EXTRACTED INFORMATION:
-- Opening Marker --

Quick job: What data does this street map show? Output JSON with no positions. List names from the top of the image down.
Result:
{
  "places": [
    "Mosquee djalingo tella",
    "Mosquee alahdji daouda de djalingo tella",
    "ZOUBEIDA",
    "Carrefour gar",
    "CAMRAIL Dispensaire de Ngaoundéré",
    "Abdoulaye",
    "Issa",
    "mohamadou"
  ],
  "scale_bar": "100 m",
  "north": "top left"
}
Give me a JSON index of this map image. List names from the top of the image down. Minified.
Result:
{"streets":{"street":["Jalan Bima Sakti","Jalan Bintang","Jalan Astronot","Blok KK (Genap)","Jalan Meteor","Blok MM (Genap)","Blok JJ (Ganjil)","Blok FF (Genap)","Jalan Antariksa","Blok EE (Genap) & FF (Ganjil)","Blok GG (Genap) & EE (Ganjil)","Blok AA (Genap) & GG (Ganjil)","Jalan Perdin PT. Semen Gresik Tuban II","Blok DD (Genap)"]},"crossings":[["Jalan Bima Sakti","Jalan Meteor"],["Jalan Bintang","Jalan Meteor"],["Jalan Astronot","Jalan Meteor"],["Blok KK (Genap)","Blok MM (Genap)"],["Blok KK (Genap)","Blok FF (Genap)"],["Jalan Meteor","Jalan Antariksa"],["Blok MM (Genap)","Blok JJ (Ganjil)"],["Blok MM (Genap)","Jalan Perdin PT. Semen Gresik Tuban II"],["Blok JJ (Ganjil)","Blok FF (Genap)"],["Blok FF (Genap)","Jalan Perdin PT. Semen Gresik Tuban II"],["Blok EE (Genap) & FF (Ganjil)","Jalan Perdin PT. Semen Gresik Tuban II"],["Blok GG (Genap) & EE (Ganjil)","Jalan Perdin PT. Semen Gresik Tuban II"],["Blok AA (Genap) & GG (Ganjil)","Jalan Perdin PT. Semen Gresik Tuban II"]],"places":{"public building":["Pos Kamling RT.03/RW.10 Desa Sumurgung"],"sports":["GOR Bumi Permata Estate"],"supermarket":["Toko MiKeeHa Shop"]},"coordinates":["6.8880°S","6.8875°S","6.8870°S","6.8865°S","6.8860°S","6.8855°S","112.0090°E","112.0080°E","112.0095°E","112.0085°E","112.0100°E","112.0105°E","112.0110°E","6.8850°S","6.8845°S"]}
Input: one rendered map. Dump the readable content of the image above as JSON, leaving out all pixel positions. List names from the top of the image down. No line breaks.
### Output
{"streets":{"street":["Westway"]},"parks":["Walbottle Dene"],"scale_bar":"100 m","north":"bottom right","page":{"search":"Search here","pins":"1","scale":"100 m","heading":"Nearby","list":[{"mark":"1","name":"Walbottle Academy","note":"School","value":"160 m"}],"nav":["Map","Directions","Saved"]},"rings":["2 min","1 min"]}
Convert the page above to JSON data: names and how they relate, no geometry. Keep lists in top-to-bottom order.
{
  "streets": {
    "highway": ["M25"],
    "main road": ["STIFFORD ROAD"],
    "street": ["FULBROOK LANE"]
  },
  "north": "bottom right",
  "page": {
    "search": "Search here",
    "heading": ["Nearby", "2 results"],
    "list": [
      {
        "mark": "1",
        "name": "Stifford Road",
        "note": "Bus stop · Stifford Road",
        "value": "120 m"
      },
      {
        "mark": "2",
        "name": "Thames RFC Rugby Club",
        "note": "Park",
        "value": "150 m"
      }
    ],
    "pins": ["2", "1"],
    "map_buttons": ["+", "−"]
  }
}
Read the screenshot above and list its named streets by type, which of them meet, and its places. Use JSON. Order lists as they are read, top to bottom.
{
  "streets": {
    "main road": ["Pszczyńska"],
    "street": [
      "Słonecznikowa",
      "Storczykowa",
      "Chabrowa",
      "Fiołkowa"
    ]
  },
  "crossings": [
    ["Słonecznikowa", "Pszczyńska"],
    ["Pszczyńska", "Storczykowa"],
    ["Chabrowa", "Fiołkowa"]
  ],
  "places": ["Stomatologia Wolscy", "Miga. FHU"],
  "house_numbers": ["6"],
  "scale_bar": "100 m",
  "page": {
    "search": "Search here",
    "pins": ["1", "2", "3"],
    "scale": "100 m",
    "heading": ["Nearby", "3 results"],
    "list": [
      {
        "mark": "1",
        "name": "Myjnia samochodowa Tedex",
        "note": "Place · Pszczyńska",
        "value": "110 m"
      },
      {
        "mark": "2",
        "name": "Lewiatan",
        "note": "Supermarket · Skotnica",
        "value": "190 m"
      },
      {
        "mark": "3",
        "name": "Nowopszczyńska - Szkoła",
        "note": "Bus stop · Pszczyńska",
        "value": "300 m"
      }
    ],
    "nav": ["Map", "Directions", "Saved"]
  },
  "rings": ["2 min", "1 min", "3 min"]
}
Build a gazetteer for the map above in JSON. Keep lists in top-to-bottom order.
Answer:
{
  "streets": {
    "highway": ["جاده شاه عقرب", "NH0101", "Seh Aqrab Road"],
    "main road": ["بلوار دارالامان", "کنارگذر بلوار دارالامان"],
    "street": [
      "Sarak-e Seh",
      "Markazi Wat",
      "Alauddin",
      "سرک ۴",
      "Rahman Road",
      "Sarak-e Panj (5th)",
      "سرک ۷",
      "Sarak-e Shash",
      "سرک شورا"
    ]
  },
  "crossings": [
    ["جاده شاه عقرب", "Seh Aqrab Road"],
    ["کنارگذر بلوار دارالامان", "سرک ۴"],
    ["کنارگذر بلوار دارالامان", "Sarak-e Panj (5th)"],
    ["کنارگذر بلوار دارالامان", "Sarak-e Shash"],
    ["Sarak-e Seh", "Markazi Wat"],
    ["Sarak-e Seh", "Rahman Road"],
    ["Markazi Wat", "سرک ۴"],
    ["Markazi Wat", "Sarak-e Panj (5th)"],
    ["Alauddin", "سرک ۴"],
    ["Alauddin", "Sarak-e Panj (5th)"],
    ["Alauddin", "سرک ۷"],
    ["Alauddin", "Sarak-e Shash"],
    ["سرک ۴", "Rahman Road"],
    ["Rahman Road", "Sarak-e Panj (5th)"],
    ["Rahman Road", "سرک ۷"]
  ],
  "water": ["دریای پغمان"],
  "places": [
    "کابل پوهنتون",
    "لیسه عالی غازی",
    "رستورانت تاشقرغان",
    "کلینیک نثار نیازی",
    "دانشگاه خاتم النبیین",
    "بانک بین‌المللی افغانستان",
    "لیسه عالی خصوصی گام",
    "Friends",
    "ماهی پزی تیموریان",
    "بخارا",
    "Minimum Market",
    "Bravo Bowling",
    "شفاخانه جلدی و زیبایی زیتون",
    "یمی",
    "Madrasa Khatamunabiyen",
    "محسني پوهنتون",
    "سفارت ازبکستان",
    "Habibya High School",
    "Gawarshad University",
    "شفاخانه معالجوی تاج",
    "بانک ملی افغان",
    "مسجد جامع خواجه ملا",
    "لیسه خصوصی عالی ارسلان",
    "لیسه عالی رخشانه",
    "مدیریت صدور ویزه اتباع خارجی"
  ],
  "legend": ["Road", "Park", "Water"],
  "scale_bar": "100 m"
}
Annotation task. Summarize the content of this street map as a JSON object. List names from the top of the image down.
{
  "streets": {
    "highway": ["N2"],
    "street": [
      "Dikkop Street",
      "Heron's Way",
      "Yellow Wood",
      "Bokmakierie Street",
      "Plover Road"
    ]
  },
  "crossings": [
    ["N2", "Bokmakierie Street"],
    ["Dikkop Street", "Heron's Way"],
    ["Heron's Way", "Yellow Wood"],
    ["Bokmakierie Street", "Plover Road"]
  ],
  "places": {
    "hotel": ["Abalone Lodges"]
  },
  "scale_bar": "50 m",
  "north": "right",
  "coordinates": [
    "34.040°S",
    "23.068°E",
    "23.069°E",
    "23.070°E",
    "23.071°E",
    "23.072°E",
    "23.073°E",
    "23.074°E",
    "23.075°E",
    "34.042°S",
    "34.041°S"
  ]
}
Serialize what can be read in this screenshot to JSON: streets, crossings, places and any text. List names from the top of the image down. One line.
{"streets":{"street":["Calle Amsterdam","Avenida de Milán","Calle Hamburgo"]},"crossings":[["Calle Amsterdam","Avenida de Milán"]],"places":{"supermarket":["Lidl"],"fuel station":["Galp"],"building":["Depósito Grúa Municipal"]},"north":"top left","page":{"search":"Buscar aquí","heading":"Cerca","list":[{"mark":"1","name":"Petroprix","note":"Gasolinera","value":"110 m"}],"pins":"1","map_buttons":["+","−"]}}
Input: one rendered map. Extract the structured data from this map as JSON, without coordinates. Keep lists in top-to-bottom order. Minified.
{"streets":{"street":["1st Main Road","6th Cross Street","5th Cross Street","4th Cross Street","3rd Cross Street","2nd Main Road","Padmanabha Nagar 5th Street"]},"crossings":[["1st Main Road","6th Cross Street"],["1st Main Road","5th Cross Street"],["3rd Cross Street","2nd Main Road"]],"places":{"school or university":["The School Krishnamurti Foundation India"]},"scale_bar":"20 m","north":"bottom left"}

-- Closing Marker --

WHAT YOU NEED TO DO: Show every line above in which the word "highway" occurs.

COMPLETED EXERCISE:
    "highway": ["M25"],
    "highway": ["جاده شاه عقرب", "NH0101", "Seh Aqrab Road"],
    "highway": ["N2"],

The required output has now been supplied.